(Dataset entries)
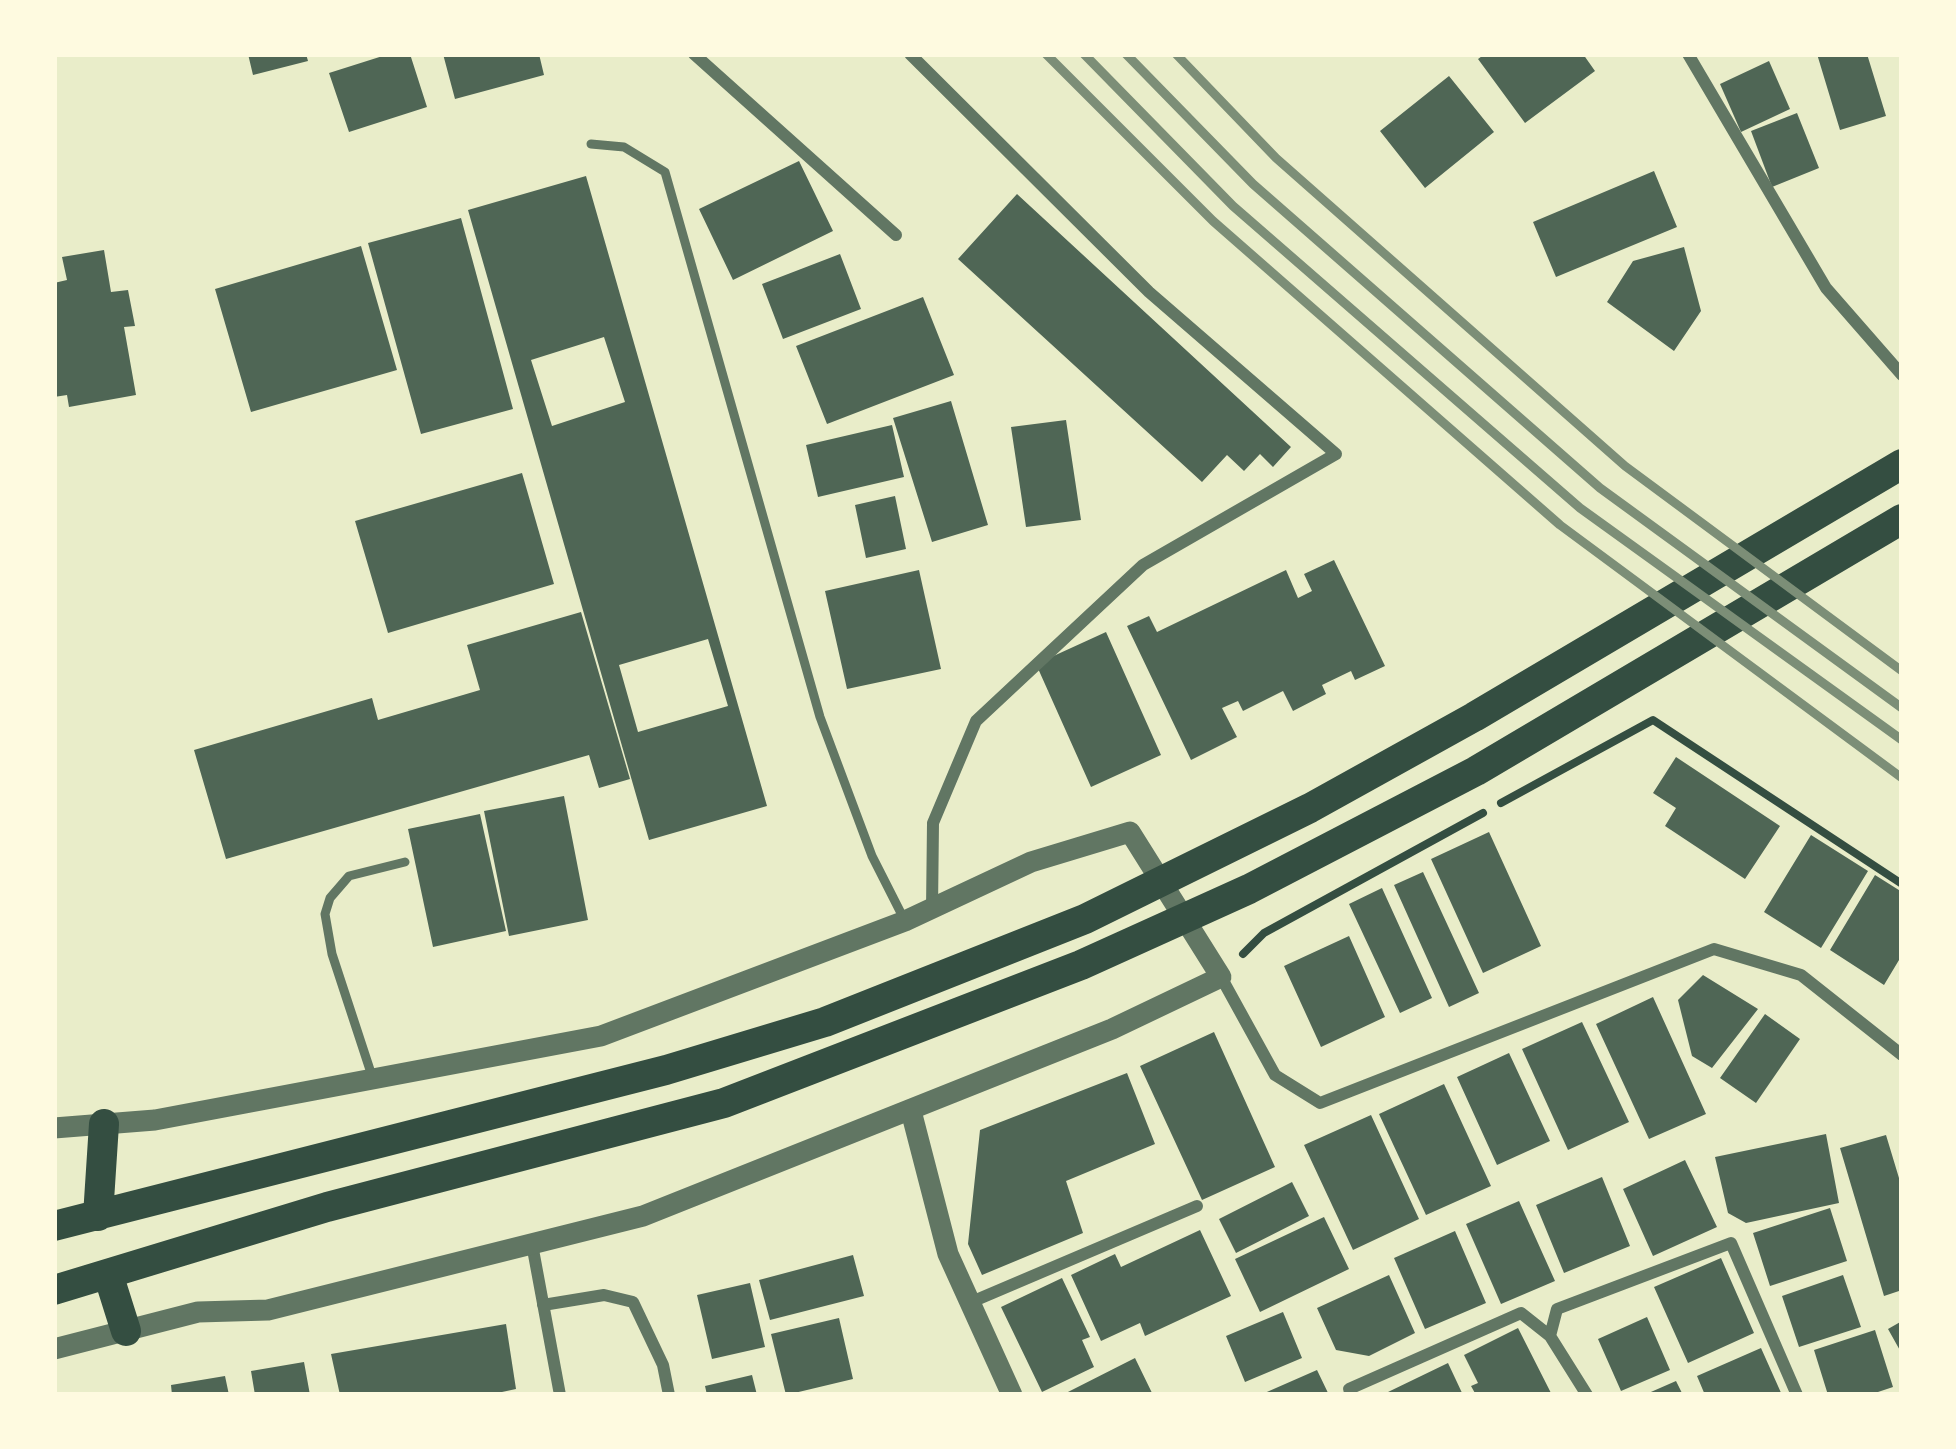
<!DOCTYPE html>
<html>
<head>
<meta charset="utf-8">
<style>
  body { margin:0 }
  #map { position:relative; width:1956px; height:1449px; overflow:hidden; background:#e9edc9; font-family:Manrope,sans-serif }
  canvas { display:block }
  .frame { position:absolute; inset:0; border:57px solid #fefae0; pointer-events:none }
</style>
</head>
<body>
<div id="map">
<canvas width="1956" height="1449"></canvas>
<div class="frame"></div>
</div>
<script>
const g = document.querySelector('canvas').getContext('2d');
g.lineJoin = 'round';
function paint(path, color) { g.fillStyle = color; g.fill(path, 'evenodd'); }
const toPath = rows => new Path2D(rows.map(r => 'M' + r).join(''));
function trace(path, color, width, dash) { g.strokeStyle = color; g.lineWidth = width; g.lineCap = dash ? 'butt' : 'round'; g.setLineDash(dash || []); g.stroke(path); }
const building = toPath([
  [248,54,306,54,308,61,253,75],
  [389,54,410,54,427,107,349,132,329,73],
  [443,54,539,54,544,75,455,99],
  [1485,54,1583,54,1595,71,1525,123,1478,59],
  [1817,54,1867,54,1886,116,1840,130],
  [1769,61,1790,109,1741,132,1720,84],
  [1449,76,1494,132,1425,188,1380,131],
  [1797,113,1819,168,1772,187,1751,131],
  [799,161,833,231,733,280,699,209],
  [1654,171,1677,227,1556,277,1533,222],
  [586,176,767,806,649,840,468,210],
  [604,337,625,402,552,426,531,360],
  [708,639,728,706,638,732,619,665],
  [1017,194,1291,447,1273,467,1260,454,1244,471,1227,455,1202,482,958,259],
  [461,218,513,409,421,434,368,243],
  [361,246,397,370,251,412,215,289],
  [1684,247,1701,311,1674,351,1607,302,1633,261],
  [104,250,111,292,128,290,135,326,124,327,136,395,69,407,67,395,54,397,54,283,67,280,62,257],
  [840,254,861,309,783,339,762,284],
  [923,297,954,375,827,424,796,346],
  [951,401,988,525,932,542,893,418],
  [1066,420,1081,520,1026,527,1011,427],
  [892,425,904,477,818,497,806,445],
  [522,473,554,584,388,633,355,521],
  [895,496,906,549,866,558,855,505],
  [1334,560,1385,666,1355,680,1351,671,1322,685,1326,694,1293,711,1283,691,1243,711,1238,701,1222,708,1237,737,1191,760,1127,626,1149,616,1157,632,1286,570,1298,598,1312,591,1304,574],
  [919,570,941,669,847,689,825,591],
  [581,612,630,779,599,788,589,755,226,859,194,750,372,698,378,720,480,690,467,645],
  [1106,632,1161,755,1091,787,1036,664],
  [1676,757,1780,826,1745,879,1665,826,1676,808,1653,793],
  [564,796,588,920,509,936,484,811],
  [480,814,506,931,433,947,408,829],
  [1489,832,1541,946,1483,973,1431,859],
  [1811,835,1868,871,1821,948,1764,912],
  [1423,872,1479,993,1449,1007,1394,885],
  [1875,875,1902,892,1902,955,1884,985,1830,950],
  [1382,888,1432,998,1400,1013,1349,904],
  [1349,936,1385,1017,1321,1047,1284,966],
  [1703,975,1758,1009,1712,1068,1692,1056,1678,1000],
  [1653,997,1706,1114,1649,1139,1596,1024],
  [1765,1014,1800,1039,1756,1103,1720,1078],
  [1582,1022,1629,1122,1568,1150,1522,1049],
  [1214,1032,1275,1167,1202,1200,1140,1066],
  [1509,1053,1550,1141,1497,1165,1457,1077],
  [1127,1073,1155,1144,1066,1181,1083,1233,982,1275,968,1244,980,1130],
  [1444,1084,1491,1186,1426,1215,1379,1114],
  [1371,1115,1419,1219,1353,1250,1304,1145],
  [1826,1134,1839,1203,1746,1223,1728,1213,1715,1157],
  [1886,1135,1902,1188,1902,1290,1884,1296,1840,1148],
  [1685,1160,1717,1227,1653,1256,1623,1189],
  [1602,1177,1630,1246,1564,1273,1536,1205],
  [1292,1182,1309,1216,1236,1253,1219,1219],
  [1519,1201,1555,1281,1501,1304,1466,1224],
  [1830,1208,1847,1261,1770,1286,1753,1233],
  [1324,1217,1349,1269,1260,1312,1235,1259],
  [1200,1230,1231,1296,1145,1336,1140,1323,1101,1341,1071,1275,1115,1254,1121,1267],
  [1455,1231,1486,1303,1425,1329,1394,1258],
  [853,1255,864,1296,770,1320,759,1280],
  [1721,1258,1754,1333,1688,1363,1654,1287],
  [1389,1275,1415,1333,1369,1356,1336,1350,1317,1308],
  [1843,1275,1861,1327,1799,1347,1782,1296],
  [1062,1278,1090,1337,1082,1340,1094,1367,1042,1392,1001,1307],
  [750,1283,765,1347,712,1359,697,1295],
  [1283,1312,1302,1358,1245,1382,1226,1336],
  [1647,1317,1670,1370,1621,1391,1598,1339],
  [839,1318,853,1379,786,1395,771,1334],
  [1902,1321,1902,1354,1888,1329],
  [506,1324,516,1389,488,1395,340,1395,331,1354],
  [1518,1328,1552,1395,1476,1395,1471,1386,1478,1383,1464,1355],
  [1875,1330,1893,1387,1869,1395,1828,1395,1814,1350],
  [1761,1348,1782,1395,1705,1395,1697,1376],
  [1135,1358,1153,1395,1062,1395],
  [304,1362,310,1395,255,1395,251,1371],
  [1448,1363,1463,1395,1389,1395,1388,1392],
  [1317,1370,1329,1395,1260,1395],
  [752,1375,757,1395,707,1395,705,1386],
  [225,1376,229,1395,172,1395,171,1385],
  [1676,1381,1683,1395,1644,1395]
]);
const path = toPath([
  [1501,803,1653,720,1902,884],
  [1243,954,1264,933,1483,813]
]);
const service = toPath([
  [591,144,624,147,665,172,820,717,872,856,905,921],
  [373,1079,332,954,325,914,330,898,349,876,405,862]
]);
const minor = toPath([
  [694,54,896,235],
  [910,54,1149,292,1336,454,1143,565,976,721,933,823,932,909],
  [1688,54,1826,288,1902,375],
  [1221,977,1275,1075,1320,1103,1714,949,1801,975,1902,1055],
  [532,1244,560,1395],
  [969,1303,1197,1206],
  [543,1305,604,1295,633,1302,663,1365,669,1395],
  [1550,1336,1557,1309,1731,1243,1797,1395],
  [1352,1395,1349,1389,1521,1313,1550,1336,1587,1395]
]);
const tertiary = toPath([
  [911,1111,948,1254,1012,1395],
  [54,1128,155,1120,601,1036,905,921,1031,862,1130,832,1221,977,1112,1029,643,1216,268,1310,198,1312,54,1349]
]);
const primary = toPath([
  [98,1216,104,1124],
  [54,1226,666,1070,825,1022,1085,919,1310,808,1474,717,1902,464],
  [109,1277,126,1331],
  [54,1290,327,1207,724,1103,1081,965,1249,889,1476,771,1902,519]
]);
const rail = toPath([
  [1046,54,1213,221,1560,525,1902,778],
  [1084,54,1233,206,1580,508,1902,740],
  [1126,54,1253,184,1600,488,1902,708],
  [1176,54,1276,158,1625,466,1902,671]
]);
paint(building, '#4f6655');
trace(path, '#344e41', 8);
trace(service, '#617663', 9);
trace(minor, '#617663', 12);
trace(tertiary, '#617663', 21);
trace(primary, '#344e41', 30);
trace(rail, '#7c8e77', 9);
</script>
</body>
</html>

**YOUR INSTRUCTIONS**
Look through the entries for the string "canvas". Every line that has it belongs in the answer.

**FINAL ANSWER**
  canvas { display:block }
<canvas width="1956" height="1449"></canvas>
const g = document.querySelector('canvas').getContext('2d');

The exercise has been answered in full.